*Saved data entries*

=======

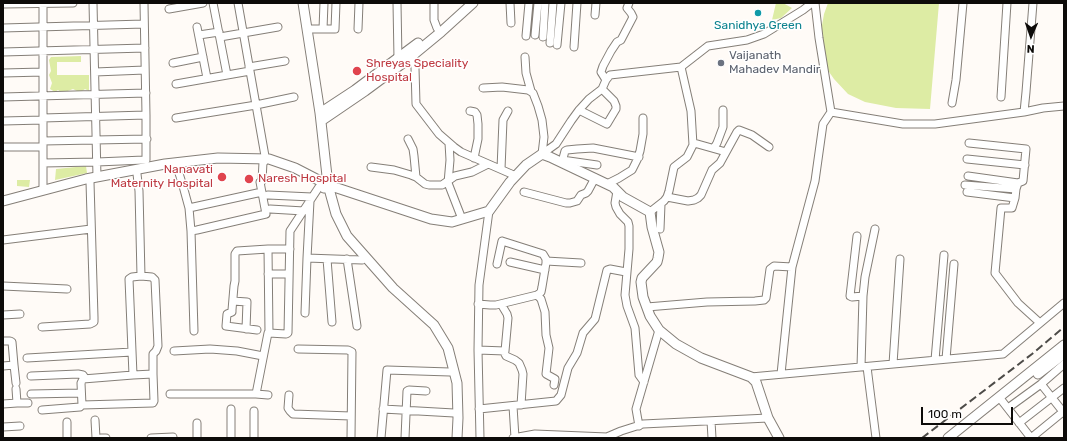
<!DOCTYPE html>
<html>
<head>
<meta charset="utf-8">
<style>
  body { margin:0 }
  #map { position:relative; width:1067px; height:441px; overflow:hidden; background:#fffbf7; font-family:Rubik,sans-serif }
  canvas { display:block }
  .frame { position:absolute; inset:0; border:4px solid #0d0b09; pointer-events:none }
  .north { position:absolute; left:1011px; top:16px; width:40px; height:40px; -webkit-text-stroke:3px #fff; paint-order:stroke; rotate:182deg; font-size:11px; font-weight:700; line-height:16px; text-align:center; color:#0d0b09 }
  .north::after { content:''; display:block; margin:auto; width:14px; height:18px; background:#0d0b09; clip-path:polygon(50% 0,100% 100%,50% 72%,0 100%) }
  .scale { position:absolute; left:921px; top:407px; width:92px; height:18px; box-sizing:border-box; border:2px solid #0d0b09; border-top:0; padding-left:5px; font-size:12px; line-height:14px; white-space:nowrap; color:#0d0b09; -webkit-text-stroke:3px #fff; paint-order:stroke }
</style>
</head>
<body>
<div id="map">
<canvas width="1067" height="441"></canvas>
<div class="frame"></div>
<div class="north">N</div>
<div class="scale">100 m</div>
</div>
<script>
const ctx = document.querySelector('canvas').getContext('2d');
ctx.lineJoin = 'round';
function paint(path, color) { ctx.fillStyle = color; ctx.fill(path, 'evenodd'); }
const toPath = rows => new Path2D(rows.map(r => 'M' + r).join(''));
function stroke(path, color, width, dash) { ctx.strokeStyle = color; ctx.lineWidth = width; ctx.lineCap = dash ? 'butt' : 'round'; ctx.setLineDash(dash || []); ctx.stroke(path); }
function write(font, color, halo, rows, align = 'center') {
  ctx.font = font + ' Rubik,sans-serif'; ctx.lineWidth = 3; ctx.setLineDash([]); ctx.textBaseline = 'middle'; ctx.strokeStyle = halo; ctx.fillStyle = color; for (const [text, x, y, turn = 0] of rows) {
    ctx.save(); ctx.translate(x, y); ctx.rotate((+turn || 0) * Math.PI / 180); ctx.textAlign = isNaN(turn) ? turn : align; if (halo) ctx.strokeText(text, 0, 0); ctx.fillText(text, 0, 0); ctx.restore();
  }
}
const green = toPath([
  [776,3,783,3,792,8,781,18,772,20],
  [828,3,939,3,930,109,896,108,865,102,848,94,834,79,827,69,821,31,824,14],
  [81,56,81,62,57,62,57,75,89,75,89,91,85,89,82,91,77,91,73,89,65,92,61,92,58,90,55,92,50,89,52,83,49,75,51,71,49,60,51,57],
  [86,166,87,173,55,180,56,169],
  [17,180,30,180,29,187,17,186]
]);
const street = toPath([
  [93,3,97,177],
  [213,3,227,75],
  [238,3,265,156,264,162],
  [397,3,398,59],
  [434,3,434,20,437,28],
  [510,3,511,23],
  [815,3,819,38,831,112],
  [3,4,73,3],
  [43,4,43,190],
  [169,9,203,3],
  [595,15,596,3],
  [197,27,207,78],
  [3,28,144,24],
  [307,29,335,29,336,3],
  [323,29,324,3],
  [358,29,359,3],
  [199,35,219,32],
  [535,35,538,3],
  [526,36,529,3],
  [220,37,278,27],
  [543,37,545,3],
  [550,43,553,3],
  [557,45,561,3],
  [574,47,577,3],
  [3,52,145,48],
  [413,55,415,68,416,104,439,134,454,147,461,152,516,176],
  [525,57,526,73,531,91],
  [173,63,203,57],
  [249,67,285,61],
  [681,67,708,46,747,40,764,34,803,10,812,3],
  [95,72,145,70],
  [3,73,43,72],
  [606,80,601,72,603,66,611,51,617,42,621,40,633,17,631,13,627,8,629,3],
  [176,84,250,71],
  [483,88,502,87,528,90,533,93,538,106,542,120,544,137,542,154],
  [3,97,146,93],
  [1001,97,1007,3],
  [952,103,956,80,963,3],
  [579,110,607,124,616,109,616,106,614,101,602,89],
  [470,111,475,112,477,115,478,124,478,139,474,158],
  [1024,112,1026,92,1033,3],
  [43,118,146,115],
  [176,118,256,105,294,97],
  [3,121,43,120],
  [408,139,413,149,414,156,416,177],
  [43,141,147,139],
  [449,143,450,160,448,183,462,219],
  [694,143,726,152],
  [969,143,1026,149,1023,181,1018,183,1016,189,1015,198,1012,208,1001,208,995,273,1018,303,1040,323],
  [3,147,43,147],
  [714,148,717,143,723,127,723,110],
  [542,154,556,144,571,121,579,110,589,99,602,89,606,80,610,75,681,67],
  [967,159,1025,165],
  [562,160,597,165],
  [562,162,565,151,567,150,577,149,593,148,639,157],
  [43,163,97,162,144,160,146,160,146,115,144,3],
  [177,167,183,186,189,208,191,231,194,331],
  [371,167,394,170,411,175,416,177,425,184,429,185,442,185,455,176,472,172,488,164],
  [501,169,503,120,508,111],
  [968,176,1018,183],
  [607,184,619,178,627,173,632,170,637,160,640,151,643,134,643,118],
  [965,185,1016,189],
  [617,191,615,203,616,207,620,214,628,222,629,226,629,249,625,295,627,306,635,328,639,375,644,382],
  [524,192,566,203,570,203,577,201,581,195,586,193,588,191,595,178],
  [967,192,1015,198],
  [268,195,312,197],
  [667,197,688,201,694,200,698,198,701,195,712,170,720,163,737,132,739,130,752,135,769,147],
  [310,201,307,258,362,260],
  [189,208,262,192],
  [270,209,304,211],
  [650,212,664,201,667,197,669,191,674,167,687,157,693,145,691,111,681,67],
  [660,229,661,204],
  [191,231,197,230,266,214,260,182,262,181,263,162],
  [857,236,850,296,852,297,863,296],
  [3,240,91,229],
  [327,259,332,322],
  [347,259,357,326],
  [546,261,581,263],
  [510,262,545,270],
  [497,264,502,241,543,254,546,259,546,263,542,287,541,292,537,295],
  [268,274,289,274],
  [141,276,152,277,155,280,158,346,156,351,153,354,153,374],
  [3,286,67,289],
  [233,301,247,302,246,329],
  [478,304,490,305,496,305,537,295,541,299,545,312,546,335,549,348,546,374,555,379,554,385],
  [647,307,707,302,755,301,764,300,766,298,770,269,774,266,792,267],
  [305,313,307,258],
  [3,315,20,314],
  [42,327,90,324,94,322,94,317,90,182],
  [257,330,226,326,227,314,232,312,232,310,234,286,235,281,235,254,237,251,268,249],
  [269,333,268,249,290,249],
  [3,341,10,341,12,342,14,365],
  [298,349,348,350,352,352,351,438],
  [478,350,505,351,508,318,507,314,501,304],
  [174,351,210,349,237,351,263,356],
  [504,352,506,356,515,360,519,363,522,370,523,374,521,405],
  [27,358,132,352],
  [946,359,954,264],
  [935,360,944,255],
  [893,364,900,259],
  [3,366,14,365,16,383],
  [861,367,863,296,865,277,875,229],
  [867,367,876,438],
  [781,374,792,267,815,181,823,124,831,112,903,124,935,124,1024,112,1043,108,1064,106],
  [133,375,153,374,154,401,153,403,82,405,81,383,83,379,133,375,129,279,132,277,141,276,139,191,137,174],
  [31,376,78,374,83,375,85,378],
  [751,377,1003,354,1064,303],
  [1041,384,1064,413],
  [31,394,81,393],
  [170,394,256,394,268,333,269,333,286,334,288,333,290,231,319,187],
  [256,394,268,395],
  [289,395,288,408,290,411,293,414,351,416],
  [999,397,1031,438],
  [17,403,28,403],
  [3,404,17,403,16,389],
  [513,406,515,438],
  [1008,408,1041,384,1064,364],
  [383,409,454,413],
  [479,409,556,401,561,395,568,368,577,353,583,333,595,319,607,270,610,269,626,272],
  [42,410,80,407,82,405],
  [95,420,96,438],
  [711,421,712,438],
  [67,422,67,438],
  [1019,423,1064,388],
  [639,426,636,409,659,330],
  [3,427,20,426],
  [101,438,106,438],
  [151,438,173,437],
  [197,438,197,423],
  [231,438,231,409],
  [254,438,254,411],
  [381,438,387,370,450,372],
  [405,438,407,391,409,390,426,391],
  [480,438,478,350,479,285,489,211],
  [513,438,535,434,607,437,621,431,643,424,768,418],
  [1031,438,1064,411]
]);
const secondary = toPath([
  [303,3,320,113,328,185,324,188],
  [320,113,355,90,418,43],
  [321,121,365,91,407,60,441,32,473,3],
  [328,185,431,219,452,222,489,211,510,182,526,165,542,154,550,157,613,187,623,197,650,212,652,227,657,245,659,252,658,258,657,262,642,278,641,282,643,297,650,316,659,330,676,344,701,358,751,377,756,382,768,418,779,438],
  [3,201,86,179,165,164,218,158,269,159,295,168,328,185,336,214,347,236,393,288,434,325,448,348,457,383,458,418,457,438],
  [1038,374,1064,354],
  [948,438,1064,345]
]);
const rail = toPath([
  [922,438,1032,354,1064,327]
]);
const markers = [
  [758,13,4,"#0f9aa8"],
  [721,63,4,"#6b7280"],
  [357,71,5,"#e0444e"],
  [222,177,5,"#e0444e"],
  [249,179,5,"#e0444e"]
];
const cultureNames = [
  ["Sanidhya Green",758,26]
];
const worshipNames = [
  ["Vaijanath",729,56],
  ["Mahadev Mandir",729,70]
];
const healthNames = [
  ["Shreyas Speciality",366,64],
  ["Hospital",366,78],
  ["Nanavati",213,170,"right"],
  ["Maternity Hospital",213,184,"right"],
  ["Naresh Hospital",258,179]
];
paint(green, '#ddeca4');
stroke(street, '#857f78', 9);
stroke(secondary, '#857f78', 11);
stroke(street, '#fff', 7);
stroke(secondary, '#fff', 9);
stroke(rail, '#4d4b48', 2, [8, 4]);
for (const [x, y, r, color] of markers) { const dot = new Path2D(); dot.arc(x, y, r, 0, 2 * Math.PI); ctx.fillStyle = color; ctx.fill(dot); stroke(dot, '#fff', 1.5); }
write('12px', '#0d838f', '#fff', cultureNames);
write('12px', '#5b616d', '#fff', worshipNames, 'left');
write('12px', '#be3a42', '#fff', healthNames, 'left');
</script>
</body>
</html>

=======

*What you should do*
Filter the entries down to the lines that hold "setLineDash". Copy those lines.

*Response area*
function stroke(path, color, width, dash) { ctx.strokeStyle = color; ctx.lineWidth = width; ctx.lineCap = dash ? 'butt' : 'round'; ctx.setLineDash(dash || []); ctx.stroke(path); }
  ctx.font = font + ' Rubik,sans-serif'; ctx.lineWidth = 3; ctx.setLineDash([]); ctx.textBaseline = 'middle'; ctx.strokeStyle = halo; ctx.fillStyle = color; for (const [text, x, y, turn = 0] of rows) {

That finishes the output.